CQL

An experiment to see if a query DSL, coupled with first-class typeahead and syntax highlighting, might provide a more consistent and discoverable way to search Guardian content.

At the moment at the Guardian, there are a few ways to query CAPI:

directly, via the API and a query string
via many different GUIs across many different tools, each with variable support for the search functionality CAPI has to offer.

Problems:

API/query string provides all the affordances of CAPI search, but features are not discoverable
API/query string requires user to understand query strings
GUIs are inconsistent across estate
GUIs do not provide all the affordances of CAPI search
There is no way to move queries between API/GUI or GUI/GUI

Feature	API/Query string	GUI	Query language + input
Comprehensible for non-developers	❌	✅	⚖️
Consistent across estate	✅	❌	✅
Expose all search features	✅	❌	✅
Can move queries across tools	✅	❌	✅

One solution might be:

a text-based query DSL, addressing problem of affordances and consistency
a good syntax-highlighter/typeahead input, wrapped as something that is useable anywhere (e.g. lightweight web component), to address discoverability

This repo is a PoC.

Concerns:

ease of use. Is text OK for most users? Are complicated searches difficult to understand? Might be addressable w/ an additional, optional GUI component that helps users compose queries
where is the language server located? Do we embed it in the input, or make it a feature of CAPI?
- Typeahead feature might include section/tag lookup, interactions w/ API etc. – keeping this server side could reduce pace at which client would change, which if this component spreads across estate as a library would be helpful.

Todo:

Infra

Configure CI for lambda
Add handler for lambda
Add CI for static site
Add configuration for CAPI key

Notes

Logs for examples of queries: https://logs.gutools.co.uk/s/content-platforms/app/discover#/?_g=(filters:!(),refreshInterval:(pause:!t,value:0),time:(from:now-15m,to:now))&_a=(columns:!(request),filters:!(('$state':(store:appState),meta:(alias:!n,disabled:!f,index:b0be43a0-59d7-11e8-a75a-b7af20e8f748,key:Name,negate:!f,params:(query:Kong-PROD),type:phrase),query:(match_phrase:(Name:Kong-PROD)))),index:b0be43a0-59d7-11e8-a75a-b7af20e8f748,interval:auto,query:(language:kuery,query:%2Fsearch),sort:!(!('@timestamp',desc)))

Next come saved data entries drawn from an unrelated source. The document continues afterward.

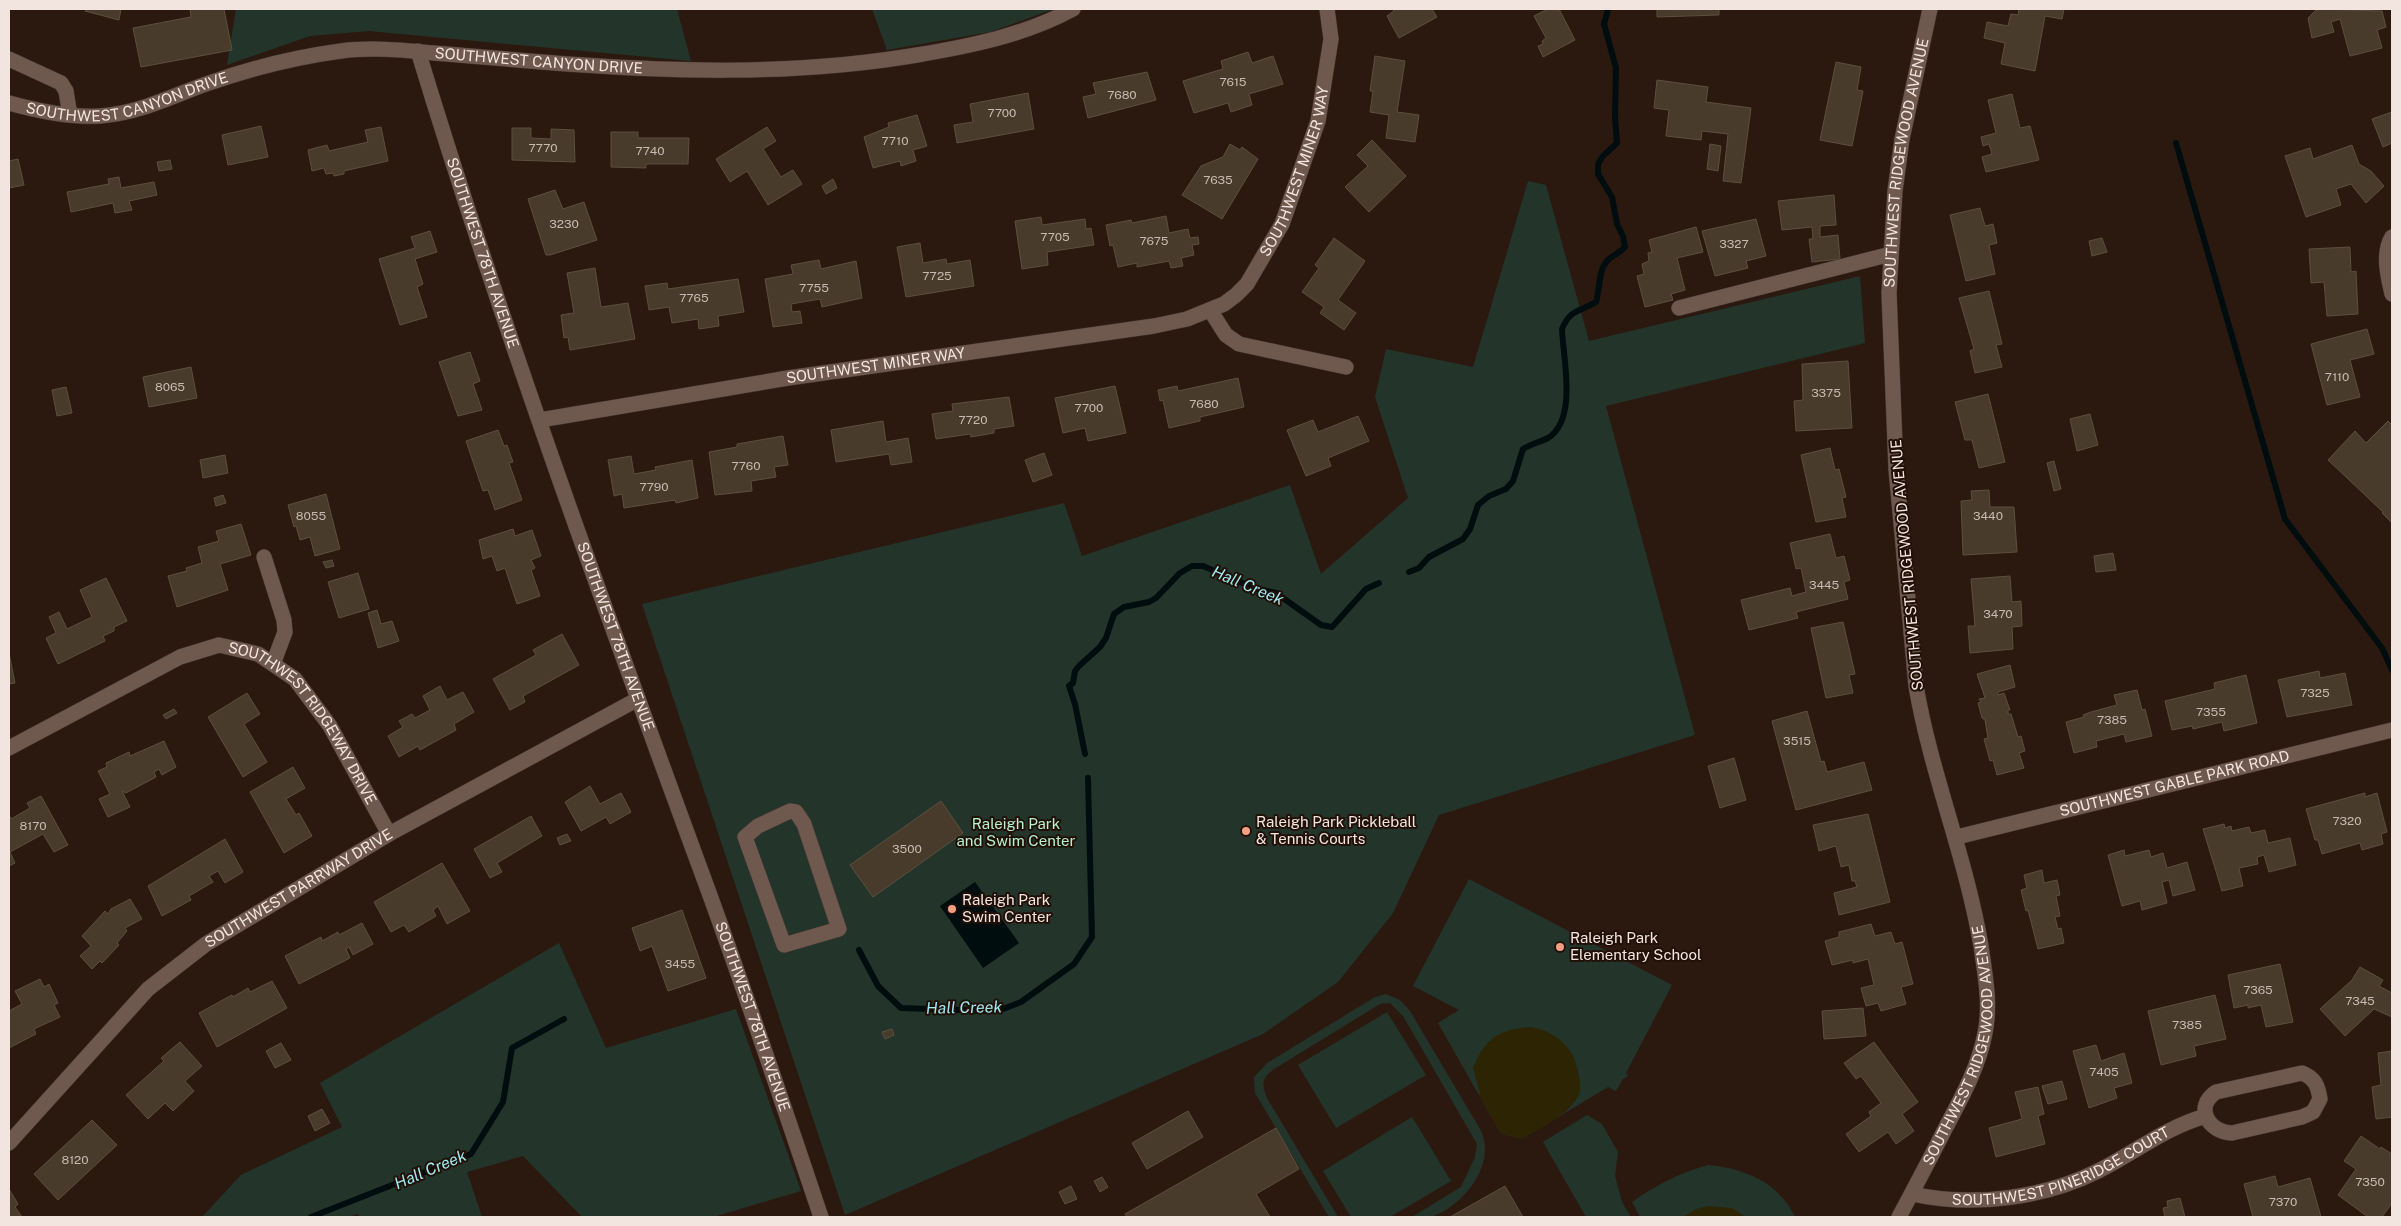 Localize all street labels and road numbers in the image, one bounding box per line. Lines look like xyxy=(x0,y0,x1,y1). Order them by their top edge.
street label: SOUTHWEST RIDGEWOOD AVENUE xyxy=(1880,36,1932,288)
street label: SOUTHWEST CANYON DRIVE xyxy=(434,44,643,76)
street label: SOUTHWEST CANYON DRIVE xyxy=(24,68,230,124)
street label: SOUTHWEST MINER WAY xyxy=(1256,85,1331,259)
street label: SOUTHWEST 78TH AVENUE xyxy=(444,155,522,350)
street label: SOUTHWEST MINER WAY xyxy=(785,344,966,386)
street label: SOUTHWEST RIDGEWOOD AVENUE xyxy=(1887,439,1926,691)
street label: SOUTHWEST 78TH AVENUE xyxy=(574,540,658,733)
street label: SOUTHWEST RIDGEWAY DRIVE xyxy=(227,638,380,807)
street label: SOUTHWEST GABLE PARK ROAD xyxy=(2058,747,2291,819)
street label: SOUTHWEST PARRWAY DRIVE xyxy=(202,825,395,951)
street label: SOUTHWEST 78TH AVENUE xyxy=(712,919,794,1114)
street label: SOUTHWEST RIDGEWOOD AVENUE xyxy=(1919,924,1996,1168)
street label: SOUTHWEST PINERIDGE COURT xyxy=(1951,1123,2172,1208)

We should sample e.g. 200 queries and translate them into CQL.

Toy examples:

sausages
"hot dog" OR "hottest dog"
"hot dog" +tag:dogs -tags:food
(hot AND (dog OR wheels)) +section:film
"hot dog" +from:2024-01-12 +to:2024-02-12

Grammar:

query_list                  -> query* EOF
query                       -> query_binary | query_field | query_output_modifier
query_binary                -> query_content ('AND' | 'OR' query_content)?
query_content               -> query_group | query_str | query_quoted_str | query_binary
query_group                 -> '(' query_content* ')'
query_quoted_str            -> '"' string '"'
query_str                   -> /\w/
query_field                 -> '+' query_field_key ':'? query_field_value? // Permit incomplete meta queries for typeahead
query_field_key             -> 'tag' | 'section' | ...etc
query_field_value           -> /\w/
query_output_modifier       -> '@' query_output_modifier_key ':'? query_output_modifier_value
query_output_modifier_key   -> 'show-fields' ...etc
query_output_modifier_value -> /\w/

How do we disambiguate search params from strings in the tokeniser? Or is +tag:, +section: the lexeme, not + tag :?

Scanning tokens – should + (or :) be its own token, or part of search param token? No – there's no context where they're used in another combination, we can think of them as assymetrical quote marks for a particular token type.

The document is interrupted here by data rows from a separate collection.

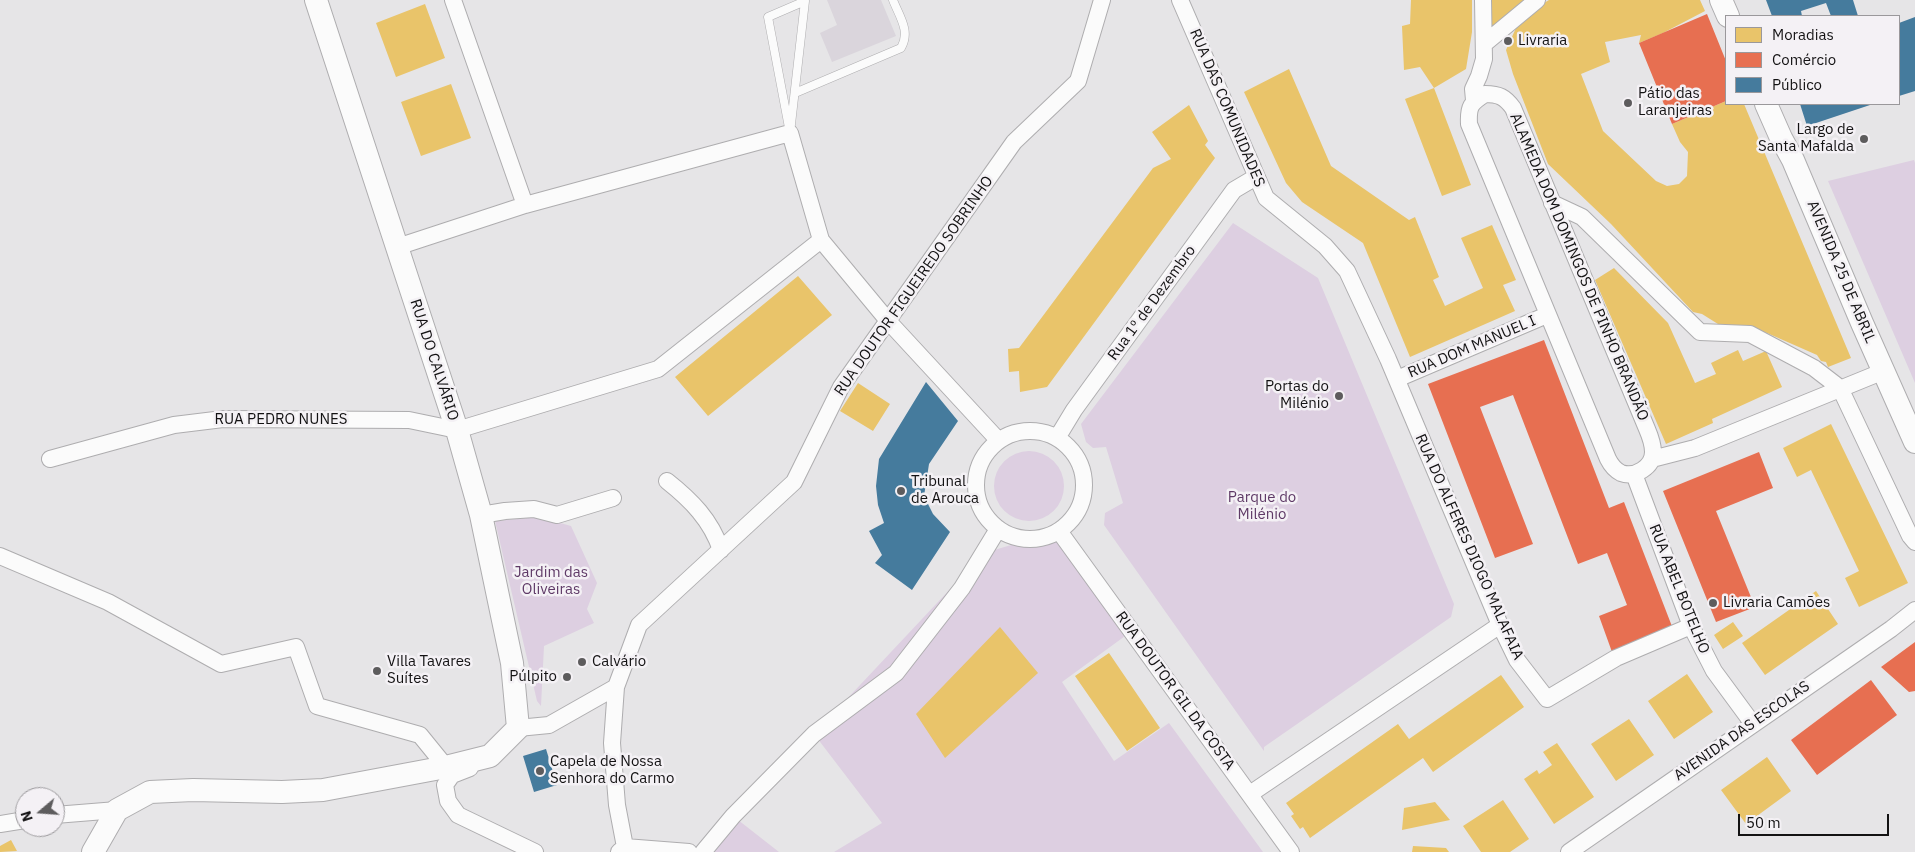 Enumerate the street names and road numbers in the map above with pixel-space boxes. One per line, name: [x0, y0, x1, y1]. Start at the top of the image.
street label: RUA DAS COMUNIDADES: [1185, 26, 1269, 190]
street label: ALAMEDA DOM DOMINGOS DE PINHO BRANDÃO: [1506, 110, 1652, 424]
street label: RUA DOUTOR FIGUEIREDO SOBRINHO: [831, 173, 997, 399]
street label: AVENIDA 25 DE ABRIL: [1803, 198, 1879, 346]
street label: Rua 1º de Dezembro: [1104, 242, 1200, 364]
street label: RUA DO CALVÁRIO: [406, 297, 462, 423]
street label: RUA DOM MANUEL I: [1405, 312, 1539, 382]
street label: RUA PEDRO NUNES: [215, 411, 347, 429]
street label: RUA DO ALFERES DIOGO MALAFAIA: [1411, 431, 1527, 663]
street label: RUA ABEL BOTELHO: [1645, 522, 1713, 656]
street label: RUA DOUTOR GIL DA COSTA: [1111, 608, 1239, 774]
street label: AVENIDA DAS ESCOLAS: [1671, 677, 1813, 785] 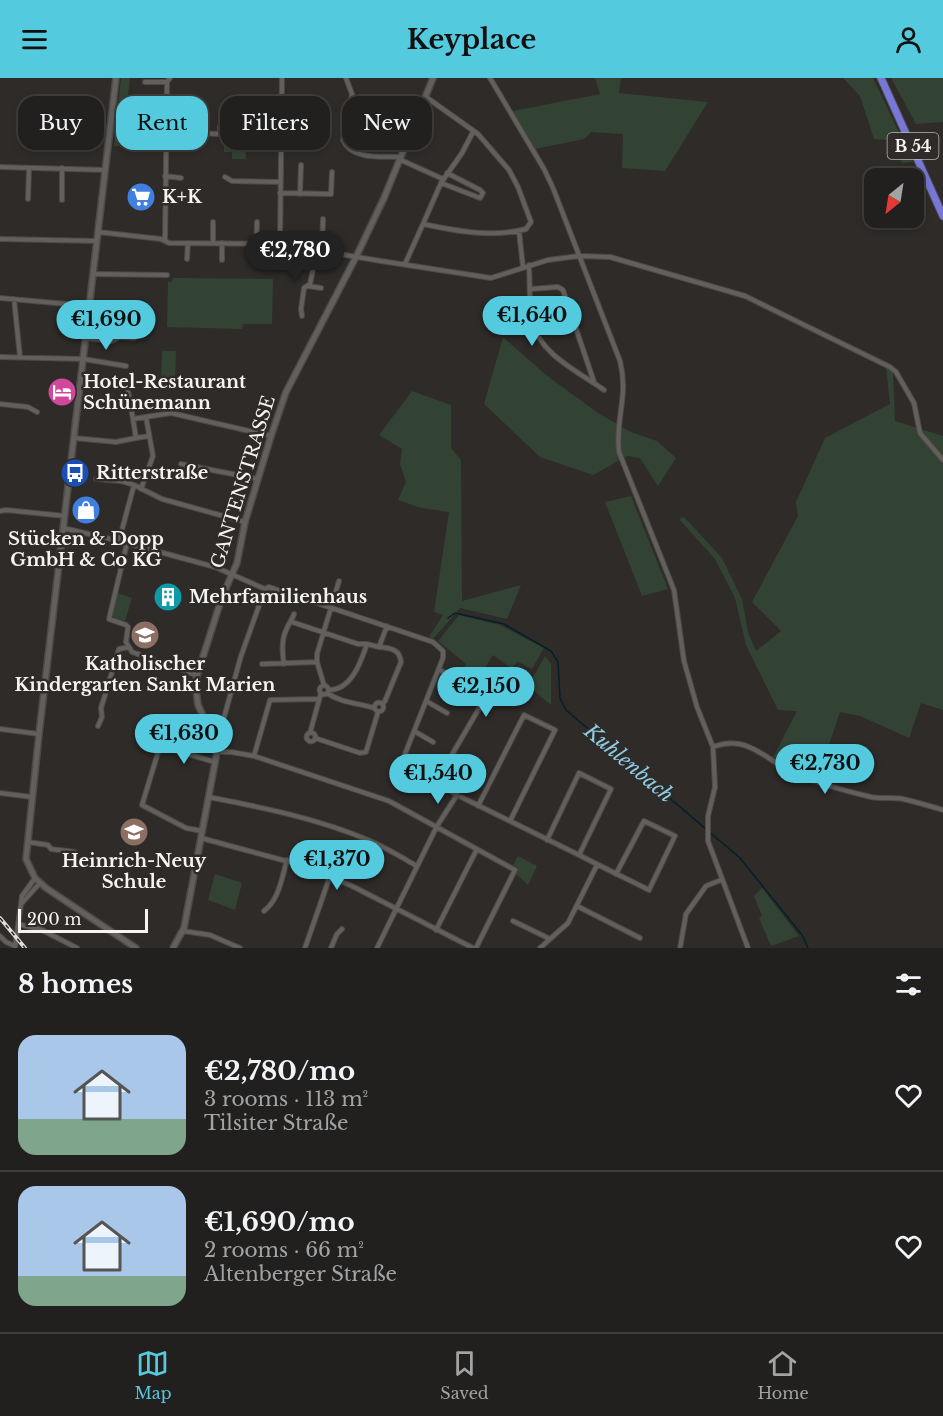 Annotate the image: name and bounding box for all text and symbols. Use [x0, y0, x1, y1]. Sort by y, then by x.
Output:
icon: menu [18, 23, 51, 56]
text: Keyplace [407, 23, 536, 56]
icon: person [892, 23, 925, 56]
chip: Buy [18, 96, 104, 150]
chip: Rent [116, 96, 208, 150]
chip: Filters [220, 96, 330, 150]
chip: New [342, 96, 432, 150]
road number: B 54 [888, 133, 938, 159]
north arrow [864, 168, 924, 228]
map controls [864, 168, 924, 228]
supermarket icon: K+K [125, 181, 157, 213]
place label: K+K [162, 186, 203, 208]
pin: €2,780 [246, 231, 344, 282]
text: €2,780 [259, 238, 331, 262]
pin: €1,640 [483, 296, 581, 347]
pin: €1,690 [57, 300, 155, 351]
text: €1,640 [497, 303, 567, 327]
text: €1,690 [71, 307, 142, 331]
place label: Hotel-Restaurant Schünemann [83, 371, 246, 414]
hotel icon: Hotel-Restaurant Schünemann [46, 376, 78, 408]
street label: GANTENSTRASSE [206, 393, 280, 571]
bus stop icon: Ritterstraße [59, 457, 91, 489]
place label: Ritterstraße [96, 462, 208, 484]
shop icon: Stücken & Dopp GmbH & Co KG [70, 494, 102, 526]
place label: Stücken & Dopp GmbH & Co KG [8, 528, 164, 571]
building icon: Mehrfamilienhaus [152, 581, 184, 613]
place label: Mehrfamilienhaus [189, 586, 367, 608]
school or university icon: Katholischer Kindergarten Sankt Marien [129, 619, 161, 651]
place label: Katholischer Kindergarten Sankt Marien [15, 653, 275, 696]
pin: €2,150 [437, 667, 535, 718]
text: €2,150 [451, 674, 521, 698]
pin: €1,630 [135, 714, 233, 765]
water label: Kuhlenbach [579, 718, 679, 807]
text: €1,630 [149, 721, 219, 745]
pin: €2,730 [776, 744, 874, 795]
text: €2,730 [789, 751, 861, 775]
pin: €1,540 [389, 754, 487, 805]
text: €1,540 [403, 761, 473, 785]
school or university icon: Heinrich-Neuy Schule [118, 816, 150, 848]
pin: €1,370 [288, 840, 386, 891]
text: €1,370 [303, 847, 371, 871]
place label: Heinrich-Neuy Schule [62, 850, 207, 893]
scale bar [18, 906, 148, 934]
text: 200 m [27, 909, 81, 929]
text: 8 homes [18, 968, 133, 1000]
icon: filters [892, 968, 925, 1001]
text: €2,780/mo [204, 1055, 355, 1087]
icon: home [66, 1059, 138, 1131]
icon: heart [892, 1079, 925, 1112]
text: 3 rooms · 113 m² [204, 1087, 368, 1111]
text: Tilsiter Straße [204, 1111, 349, 1135]
text: €1,690/mo [204, 1206, 355, 1238]
icon: home [66, 1210, 138, 1282]
icon: heart [892, 1230, 925, 1263]
text: 2 rooms · 66 m² [204, 1238, 364, 1262]
text: Altenberger Straße [204, 1262, 397, 1286]
tab: Map [134, 1347, 172, 1403]
tab: Saved [440, 1347, 489, 1403]
tab: Home [757, 1347, 809, 1403]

Should search_key or search_value be recognised as tokens, or just the literals :, + and strings – you can then build the grammar from + string : string? No – +tag:hai and +tag: hai would parse as the same thing, which would be incorrect. Search key/value pairs and their separators are contiguous.

Logical OR and AND come high up the grammar – see the Lox grammar for an example.

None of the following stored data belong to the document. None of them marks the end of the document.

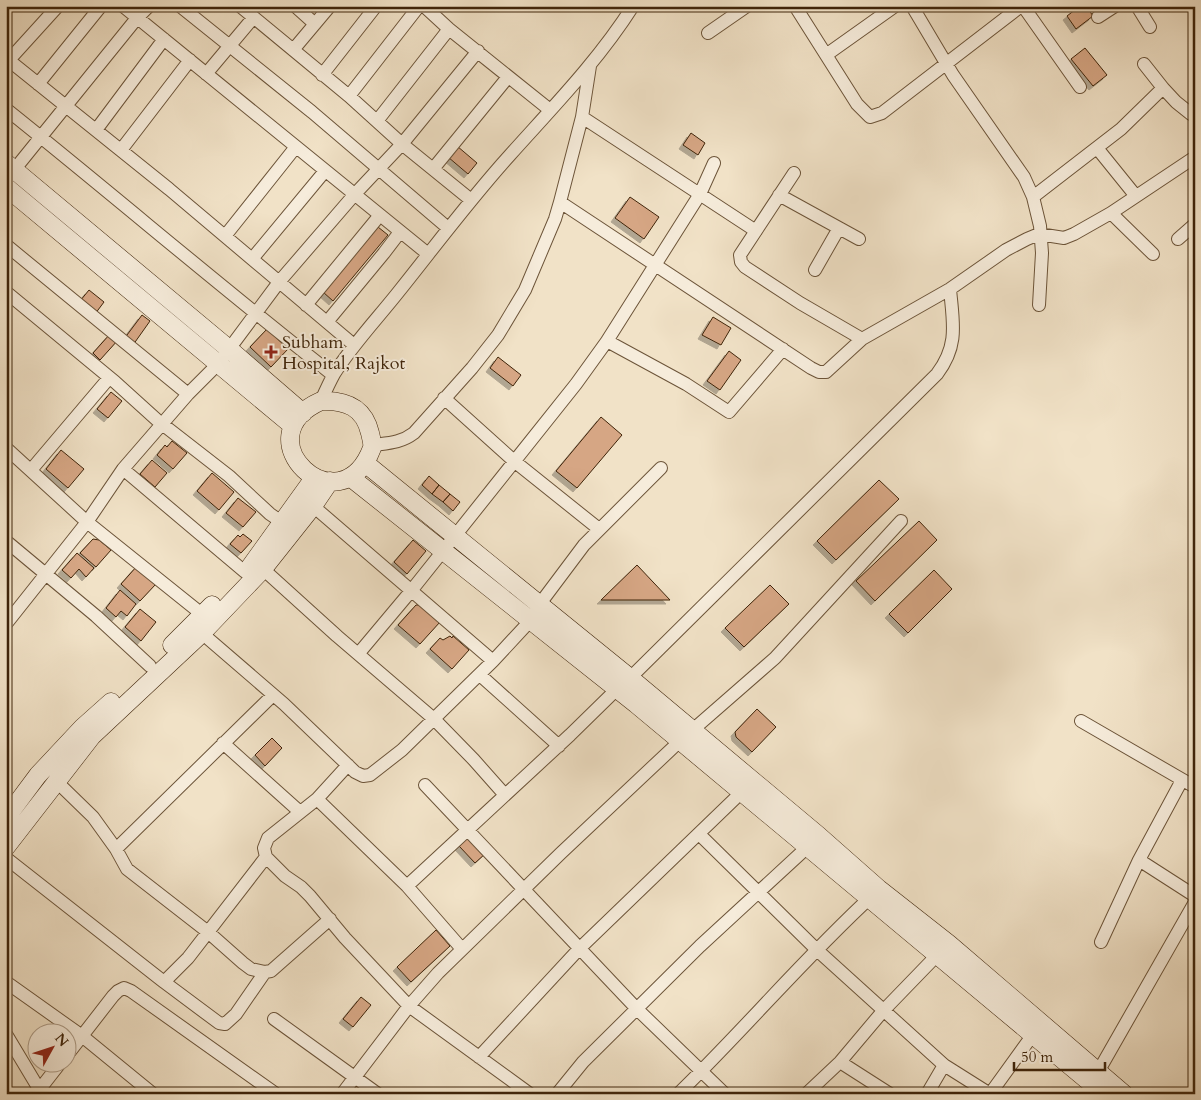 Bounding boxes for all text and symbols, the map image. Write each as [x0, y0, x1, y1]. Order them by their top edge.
place label: Subham Hospital, Rajkot [282, 330, 406, 376]
marker: Subham Hospital, Rajkot [264, 345, 278, 359]
north arrow [28, 1022, 78, 1072]
text: N [50, 1029, 73, 1051]
scale bar [1014, 1040, 1105, 1072]
text: 50 m [1021, 1047, 1053, 1067]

Is typeahead a language feature? We could implement cheaply by matching +\w or :\w on client. But hey, be nice to do this in the language. One way: add + and : tokens, and consider them part of the grammar (parser), but consider their presence invalid (interpreter). If the cursor is at a + or : token, or a key or value token, open the relevant typeahead. Value typeahead will need to backtrack to figure out correct key.

Does this have to be baked into the client? Much nicer to centralise language server features, as the component will proliferate everywhere and updating the estate will be a colossal pain. But: must contend with latency and availability problems 🤔

Components options:

Svelte will export web components with customComponent properties in compiler and component config. However, from-scratch context menus will be a drag.
Preact will work with headlessUI, if we can adapt it for a typeahead menu. It also provides a webcomponent layer.

Typeahead will require parsing AST nodes, not just tokens, as typeahead for query_field_value will require knowing query_field_key, which we only know in a query_field node. We currently have no way of mapping from a position to a node. We'll need to keep positions when we consume tokens, every node should probably have a start and end.

Typeahead happens on server. Rationale: typeahead must hit CAPI anyhow, so it's dependent on some server somewhere, and making it an LS feature keeps the client simpler.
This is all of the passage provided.